EGCG was less effective when rats were given the substance orally. "This may be because of poor absorption of EGCG or possibly because of an interaction with food," said Liao. The researchers also found that EGCG reduced abdominal and subcutaneous (just under the skin) fat, and blood levels of lipid, glucose and cholesterol, but did not appear to cause liver damage.

Although oral administration of EGCG was ineffective even after 14 consecutive days of large doses, Liao thinks that long term oral consumption may mimic some of the results obtained with injection.

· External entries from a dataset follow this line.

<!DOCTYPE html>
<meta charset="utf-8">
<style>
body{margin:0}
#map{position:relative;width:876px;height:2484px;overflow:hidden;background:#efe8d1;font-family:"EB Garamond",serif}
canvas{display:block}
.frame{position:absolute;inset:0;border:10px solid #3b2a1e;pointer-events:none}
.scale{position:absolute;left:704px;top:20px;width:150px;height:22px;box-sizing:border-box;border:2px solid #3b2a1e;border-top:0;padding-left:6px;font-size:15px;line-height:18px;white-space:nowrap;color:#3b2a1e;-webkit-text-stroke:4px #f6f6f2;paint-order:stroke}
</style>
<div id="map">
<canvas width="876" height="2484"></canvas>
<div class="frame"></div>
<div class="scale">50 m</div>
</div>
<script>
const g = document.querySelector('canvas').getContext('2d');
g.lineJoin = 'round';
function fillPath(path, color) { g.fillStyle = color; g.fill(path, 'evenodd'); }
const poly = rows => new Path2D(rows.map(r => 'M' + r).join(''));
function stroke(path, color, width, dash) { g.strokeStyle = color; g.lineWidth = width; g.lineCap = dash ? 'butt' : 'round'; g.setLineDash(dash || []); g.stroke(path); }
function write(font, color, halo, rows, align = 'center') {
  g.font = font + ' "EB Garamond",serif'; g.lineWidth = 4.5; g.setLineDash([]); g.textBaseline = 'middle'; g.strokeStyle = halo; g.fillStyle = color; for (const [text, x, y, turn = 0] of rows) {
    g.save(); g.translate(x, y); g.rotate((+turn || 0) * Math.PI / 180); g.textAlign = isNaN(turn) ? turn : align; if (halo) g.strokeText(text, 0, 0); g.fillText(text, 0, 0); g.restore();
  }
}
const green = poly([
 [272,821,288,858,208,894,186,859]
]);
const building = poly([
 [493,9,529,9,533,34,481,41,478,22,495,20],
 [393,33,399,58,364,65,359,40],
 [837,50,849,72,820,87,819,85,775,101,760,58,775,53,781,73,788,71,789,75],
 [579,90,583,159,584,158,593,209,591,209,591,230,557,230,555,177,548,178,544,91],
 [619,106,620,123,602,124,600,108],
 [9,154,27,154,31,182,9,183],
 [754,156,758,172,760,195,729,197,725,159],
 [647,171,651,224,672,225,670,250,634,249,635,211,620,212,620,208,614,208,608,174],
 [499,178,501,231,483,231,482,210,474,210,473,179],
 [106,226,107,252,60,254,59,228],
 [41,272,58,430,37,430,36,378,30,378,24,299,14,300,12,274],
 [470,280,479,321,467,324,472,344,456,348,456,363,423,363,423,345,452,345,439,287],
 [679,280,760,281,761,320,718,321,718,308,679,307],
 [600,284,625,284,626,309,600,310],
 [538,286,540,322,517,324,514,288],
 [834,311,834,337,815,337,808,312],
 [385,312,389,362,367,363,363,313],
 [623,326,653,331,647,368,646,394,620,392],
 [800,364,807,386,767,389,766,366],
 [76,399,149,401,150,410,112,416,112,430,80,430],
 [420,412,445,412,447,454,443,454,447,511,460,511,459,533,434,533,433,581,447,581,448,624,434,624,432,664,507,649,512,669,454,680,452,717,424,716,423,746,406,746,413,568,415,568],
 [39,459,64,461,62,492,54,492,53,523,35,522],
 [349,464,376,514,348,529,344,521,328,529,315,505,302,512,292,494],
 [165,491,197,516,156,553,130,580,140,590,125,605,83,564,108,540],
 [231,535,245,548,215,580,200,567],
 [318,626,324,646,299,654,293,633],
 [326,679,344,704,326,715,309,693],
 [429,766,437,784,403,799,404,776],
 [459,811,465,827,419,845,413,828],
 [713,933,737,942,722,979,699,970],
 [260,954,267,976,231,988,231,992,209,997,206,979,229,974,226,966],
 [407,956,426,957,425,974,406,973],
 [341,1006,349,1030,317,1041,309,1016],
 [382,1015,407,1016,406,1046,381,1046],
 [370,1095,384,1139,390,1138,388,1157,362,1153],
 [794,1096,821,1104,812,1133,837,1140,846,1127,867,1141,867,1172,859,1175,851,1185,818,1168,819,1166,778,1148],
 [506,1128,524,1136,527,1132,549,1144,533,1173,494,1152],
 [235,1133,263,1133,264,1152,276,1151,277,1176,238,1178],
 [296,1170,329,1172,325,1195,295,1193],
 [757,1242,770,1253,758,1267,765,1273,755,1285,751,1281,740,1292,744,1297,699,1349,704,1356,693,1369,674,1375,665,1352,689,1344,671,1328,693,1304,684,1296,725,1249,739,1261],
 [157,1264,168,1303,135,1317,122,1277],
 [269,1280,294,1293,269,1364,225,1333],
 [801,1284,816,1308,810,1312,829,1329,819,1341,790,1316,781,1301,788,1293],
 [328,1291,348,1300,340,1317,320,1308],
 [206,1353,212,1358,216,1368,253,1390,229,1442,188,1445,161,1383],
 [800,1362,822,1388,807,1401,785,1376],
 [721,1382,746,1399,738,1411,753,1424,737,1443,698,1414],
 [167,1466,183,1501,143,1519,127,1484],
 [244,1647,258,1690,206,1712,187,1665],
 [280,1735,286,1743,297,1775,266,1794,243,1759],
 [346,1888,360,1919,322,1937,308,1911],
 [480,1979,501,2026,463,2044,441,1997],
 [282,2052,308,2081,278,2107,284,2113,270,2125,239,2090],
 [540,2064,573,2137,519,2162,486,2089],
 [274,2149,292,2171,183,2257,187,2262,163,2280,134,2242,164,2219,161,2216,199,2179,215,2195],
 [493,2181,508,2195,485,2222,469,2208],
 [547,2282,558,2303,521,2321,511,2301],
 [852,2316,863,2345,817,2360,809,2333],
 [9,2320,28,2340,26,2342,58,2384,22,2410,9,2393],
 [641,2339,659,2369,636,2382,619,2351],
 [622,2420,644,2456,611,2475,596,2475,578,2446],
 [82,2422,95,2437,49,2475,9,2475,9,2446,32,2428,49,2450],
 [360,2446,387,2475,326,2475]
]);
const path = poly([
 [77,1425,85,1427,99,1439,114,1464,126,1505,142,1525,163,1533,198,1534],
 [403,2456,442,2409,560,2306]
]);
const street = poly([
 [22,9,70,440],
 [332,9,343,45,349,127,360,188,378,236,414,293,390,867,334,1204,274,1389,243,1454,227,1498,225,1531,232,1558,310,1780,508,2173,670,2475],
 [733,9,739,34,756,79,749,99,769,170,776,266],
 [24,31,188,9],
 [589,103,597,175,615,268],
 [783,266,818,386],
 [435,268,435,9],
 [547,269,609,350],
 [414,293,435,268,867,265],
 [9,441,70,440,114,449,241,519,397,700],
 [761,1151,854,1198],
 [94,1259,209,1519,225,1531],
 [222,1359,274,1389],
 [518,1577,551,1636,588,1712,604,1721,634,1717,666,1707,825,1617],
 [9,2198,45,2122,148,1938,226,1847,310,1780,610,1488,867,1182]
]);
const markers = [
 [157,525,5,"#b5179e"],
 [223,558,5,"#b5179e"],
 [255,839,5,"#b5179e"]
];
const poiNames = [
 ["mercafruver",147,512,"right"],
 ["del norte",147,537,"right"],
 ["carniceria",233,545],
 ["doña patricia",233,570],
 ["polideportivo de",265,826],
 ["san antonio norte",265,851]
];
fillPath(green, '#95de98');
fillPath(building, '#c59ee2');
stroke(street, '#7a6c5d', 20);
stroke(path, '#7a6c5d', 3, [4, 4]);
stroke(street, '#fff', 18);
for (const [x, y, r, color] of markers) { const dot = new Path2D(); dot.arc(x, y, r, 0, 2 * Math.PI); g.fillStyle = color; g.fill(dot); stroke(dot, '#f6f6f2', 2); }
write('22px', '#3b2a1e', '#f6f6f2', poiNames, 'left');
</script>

"A person would have to drink green tea almost constantly to obtain these results," said Liao. "And since some of the hormonal changes we saw in the rats could have negative effects, especially in younger people, I don't recommend drinking large quantities of green tea for everybody. Much more research needs to be done," cautioned Liao.

Other researchers on this study included Yung-hsi Kao, PhD, research associate in the Ben May Institute for Cancer Research, and Richard Hiipakka, PhD, senior research associate in the Ben May Institute for Cancer Research.